¡Oh, Ludwig van Beethoven, tu Quinta Sinfonía.!
¡Cuatro acordes vigorosos!¡ un silencio abismal y otros cuatro acordes...! Toda la maravilla de la música me anegó de pies a cabeza, con la dulzura que pusiste en ella.
Tempestuosa, desafiante, vertiginosa, en suspiros de violines, violoncelos, contrabajos y obóes...
Radiante música con la que tu alma exorcizó el aliento divino.
Si tus oídos no escuchaban, ¿cómo la creaste, sino con tu alma en el Verbo inspirada?
Enérgica, intrépida, avasallante, en ondas centrípetas me hizo suya para inmortalizarme en el asombro.

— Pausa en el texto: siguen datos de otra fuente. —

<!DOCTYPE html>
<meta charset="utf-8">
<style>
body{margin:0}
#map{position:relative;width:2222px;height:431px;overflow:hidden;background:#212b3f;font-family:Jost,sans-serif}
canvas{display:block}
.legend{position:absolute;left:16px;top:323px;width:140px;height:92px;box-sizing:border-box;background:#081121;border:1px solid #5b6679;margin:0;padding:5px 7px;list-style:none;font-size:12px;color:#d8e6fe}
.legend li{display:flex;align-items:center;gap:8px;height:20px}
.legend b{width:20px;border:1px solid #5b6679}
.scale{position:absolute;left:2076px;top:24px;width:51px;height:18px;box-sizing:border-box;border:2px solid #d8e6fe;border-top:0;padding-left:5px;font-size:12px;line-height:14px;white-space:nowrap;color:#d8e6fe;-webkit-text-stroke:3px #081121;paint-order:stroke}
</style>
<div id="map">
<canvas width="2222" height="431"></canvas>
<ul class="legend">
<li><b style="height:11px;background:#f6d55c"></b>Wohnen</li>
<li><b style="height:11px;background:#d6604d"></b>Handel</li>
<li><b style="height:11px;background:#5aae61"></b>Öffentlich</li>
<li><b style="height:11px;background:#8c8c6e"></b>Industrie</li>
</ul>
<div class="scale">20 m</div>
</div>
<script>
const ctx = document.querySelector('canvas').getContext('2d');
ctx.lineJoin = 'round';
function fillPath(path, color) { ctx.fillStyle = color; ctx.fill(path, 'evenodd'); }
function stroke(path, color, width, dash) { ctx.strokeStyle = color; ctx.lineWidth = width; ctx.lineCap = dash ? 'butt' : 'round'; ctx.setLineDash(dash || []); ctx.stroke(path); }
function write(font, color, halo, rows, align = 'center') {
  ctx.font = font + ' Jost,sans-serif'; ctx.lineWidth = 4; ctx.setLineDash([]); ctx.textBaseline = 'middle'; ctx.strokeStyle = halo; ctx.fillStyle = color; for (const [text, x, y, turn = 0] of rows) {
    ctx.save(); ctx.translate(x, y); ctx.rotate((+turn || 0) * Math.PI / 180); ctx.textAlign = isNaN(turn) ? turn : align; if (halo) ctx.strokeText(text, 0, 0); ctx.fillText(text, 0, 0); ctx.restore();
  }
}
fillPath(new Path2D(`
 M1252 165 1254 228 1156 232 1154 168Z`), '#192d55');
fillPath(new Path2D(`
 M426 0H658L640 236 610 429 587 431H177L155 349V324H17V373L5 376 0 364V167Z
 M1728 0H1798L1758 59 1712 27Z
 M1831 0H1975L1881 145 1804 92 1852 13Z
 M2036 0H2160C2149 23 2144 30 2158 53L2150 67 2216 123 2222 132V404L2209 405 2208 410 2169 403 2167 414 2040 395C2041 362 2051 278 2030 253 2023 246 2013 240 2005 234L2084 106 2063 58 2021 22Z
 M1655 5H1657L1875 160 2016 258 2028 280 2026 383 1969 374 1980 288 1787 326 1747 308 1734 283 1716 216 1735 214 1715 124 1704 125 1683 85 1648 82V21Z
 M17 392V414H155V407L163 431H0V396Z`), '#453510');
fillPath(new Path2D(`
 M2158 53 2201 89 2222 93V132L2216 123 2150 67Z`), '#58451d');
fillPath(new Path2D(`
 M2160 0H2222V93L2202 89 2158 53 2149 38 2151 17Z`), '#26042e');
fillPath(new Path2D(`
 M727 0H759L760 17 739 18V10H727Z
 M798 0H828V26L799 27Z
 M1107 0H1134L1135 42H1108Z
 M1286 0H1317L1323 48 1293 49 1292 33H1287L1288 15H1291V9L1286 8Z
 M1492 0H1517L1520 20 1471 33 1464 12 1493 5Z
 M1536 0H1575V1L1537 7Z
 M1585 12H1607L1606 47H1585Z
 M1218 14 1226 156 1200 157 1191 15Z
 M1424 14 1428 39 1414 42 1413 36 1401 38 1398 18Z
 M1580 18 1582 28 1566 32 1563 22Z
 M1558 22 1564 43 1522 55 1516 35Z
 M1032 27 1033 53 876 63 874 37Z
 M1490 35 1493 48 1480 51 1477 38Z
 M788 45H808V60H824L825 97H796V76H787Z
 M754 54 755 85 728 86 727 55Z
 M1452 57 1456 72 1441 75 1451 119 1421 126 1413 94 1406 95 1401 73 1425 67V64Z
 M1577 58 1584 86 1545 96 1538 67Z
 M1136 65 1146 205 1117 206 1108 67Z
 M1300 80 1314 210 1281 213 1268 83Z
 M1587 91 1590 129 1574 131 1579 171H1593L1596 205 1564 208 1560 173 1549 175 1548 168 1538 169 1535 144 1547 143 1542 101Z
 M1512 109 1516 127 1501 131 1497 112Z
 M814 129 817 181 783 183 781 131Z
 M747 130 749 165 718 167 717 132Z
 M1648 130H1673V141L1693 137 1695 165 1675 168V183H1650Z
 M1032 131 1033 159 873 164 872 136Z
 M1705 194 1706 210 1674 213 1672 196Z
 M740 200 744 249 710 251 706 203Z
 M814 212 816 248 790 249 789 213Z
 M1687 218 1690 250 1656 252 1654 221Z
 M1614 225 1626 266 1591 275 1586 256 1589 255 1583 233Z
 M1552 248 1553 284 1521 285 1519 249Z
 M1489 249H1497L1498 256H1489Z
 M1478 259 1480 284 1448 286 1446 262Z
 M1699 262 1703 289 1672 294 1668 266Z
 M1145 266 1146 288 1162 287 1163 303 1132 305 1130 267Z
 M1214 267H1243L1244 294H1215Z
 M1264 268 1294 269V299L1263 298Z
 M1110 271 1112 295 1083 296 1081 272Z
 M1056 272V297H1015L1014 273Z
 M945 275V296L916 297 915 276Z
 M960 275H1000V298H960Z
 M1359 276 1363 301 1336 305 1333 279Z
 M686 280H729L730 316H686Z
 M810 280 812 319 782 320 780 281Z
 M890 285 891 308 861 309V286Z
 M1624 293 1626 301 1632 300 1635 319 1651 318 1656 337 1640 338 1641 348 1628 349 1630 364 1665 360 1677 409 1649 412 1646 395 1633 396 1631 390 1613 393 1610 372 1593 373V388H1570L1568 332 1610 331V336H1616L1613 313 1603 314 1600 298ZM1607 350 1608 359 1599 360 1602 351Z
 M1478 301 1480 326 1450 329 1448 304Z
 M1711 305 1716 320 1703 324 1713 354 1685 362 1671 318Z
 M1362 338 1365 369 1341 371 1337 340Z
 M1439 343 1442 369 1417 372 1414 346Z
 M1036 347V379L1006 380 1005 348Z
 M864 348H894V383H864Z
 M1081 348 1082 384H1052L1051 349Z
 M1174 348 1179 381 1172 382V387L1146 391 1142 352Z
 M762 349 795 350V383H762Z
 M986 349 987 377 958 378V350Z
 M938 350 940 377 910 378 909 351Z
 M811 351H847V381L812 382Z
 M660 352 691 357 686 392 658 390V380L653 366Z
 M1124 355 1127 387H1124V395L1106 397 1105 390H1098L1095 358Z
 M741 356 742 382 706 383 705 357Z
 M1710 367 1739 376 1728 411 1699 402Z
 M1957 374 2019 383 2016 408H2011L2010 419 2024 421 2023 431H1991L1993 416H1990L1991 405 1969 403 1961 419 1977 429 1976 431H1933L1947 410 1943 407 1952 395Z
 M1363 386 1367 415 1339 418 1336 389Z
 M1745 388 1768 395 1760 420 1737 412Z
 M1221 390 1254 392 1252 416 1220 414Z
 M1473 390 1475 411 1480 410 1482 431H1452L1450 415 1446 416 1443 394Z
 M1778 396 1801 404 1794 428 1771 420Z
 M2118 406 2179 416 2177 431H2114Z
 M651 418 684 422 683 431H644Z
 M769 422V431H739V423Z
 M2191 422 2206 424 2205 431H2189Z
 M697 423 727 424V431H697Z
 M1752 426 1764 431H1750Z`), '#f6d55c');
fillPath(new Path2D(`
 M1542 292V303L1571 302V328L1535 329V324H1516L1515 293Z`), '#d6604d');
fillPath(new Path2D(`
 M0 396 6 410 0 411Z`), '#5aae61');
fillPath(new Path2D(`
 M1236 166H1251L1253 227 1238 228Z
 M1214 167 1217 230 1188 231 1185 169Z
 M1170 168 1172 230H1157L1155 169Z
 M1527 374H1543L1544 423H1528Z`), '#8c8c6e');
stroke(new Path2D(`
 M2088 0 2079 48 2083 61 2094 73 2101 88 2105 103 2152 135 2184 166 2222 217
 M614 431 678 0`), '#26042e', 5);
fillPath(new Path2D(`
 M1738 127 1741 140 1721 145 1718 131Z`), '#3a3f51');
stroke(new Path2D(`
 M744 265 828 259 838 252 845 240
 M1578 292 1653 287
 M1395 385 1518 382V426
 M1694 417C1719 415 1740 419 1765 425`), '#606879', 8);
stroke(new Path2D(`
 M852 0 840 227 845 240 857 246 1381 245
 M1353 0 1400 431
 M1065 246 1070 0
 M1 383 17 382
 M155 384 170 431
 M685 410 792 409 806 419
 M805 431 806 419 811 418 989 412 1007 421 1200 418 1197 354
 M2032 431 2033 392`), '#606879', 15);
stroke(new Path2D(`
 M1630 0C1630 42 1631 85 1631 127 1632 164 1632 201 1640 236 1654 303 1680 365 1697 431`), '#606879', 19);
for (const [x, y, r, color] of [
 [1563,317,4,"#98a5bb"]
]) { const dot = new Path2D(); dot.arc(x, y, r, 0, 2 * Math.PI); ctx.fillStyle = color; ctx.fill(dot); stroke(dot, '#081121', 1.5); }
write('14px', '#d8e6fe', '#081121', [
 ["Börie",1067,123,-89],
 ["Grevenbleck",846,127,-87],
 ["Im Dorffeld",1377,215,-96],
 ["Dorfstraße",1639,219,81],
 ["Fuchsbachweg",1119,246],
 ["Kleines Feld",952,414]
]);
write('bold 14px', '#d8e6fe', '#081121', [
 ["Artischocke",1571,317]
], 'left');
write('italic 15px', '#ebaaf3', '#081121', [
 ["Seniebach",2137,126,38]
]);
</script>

Como grano de uva, me despojó del racimo de mi cuerpo, para gozarte en soledad interior, entregada.
Halagaste insondable sensibilidad auditiva, anestesiada: elevaste la adrenalina rebosante y colmaste de paz al corazón dormido.
Cerré los ojos para verte mejor con mi espíritu, tal como pintado por Rodin, que en su relato dijo: “...exuberante cabellera de león, ojos inteligentes de fuerte mirada, ensoñados movimientos, como si volaras entre nubes, gozando íntimamente la inspiración: esa que en l893, en un cuaderno de apuntes bosquejaste en do menor, con secuencia sobre la base del esquema de tres negras y una blanca con puntillo; y en lo alto de la página titulaste “LA QUINTA SINFONIA”...”
¡Y te vi! consubstanciado con cada nota, tal como si las tuvieras encarnadas y te costara desprenderte de ellas, con emoción.
Remolinos de infantes recuerdos atenazaron mi garganta cuando evoqué a mi abuelo, egregia imagen musical de la familia, que imprimió en nosotros, con ternura inolvidable y sonrisa en sus labios, tu desenfrenado ritmo de corceles andante y alegro; megáfono mediante, en la galería de mosaicos blancos y negros de su casona. ¡Como uva, exudé mis lágrimas! Y en el desgarrante epílogo, inmóvil y absorta, en el silencio del instante vacío, supe una vez más, que sin vos... ¡ Estoy muerta en vida!